Le Front de Libération Nationale, malgré
son activité clandestine, est devenu aujourd'hui l'unique organisation véritablement
nationale. Son influence est incontestable et incontestée sur tout le territoire
algérien.
En effet, dans un délai extrêmement court,
le F.L.N. a réussi le tour de force de supplanter tous les partis politiques existant
depuis des dizaines d'années.
Cela n'est pas le fruit du hasard. C'est le
résultat de la réunion des conditions indispensables suivantes:
1) Le bannissement du pouvoir personnel et
l'instauration du principe de la direction collective composée d'hommes propres,
honnêtes, impérméables à la corruption, courageux, insensibles au danger, à la prison
ou à la peur de la mort.
2) La doctrine est claire.

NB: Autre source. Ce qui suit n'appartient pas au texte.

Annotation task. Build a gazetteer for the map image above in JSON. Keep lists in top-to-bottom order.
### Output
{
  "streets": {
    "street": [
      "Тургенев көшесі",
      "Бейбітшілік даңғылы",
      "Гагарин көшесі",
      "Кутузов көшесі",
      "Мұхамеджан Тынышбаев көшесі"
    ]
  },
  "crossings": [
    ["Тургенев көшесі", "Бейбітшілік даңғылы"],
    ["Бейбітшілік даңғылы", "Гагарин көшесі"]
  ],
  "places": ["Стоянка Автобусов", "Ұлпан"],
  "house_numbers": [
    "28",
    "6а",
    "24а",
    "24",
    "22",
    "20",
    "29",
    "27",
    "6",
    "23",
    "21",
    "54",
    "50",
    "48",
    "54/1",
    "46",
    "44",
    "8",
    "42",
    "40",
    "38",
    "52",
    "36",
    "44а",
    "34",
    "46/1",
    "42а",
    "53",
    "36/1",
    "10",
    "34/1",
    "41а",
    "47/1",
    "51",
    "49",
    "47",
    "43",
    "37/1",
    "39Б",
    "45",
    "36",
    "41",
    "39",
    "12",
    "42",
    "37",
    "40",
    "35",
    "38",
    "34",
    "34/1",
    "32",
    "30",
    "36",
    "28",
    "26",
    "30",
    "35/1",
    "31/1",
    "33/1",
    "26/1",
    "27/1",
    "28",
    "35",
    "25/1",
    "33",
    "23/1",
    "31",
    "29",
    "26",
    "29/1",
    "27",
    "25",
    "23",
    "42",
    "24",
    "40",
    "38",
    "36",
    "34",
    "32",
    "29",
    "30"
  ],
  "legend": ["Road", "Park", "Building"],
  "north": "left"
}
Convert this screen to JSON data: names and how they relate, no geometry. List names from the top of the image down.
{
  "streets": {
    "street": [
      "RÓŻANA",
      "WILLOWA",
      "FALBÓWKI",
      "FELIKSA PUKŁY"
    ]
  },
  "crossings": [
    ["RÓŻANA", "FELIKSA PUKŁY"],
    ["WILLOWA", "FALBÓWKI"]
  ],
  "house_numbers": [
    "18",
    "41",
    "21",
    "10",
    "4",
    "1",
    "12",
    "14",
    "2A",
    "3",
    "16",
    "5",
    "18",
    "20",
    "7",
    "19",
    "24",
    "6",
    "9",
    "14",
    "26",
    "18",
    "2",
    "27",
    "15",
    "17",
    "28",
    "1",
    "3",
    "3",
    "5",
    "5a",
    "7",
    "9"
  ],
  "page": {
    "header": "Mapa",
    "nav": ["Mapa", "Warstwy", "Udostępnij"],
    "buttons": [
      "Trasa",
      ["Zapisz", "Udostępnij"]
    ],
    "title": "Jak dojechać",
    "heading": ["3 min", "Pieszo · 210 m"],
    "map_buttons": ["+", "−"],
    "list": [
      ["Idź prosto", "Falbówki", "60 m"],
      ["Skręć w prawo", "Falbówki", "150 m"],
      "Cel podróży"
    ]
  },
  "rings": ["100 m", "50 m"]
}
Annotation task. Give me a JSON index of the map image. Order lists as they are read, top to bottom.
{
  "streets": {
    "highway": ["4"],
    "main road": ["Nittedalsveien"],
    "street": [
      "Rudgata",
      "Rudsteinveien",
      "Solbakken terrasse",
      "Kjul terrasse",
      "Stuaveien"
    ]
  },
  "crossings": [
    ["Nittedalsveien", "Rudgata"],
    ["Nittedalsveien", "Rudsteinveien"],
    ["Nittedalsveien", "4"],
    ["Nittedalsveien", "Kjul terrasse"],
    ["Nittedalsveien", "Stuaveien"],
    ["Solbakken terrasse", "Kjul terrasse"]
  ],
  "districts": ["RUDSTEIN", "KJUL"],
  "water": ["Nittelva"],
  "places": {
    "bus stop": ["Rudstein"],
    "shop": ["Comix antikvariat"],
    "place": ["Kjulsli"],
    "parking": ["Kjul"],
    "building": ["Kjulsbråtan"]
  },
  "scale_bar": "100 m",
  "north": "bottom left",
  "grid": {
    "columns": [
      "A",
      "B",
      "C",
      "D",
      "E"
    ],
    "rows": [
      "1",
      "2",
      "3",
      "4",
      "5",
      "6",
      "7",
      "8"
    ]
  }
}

Le but à
atteindre c'est l'indépendance nationale. Le moyen, c'est la révolution par la
destruction du régime colonialiste.
3) L 'union du peuple est réalisée dans la
lutte contre l'ennemi commun, sans sectarisme:
Le F.L.N. affirmait au début de la
Révolution que «la libération de l'Algérie sera l'oeuvre de tous les Algériens et non
pas celle d'une fraction du peuple algérien, quelle que soit son importance . C'est
pourquai le F.L.N. tiendra compte dans sa lutte de toutes les forces anti-colonialistes,
même si elles échappent encore à son contrôle.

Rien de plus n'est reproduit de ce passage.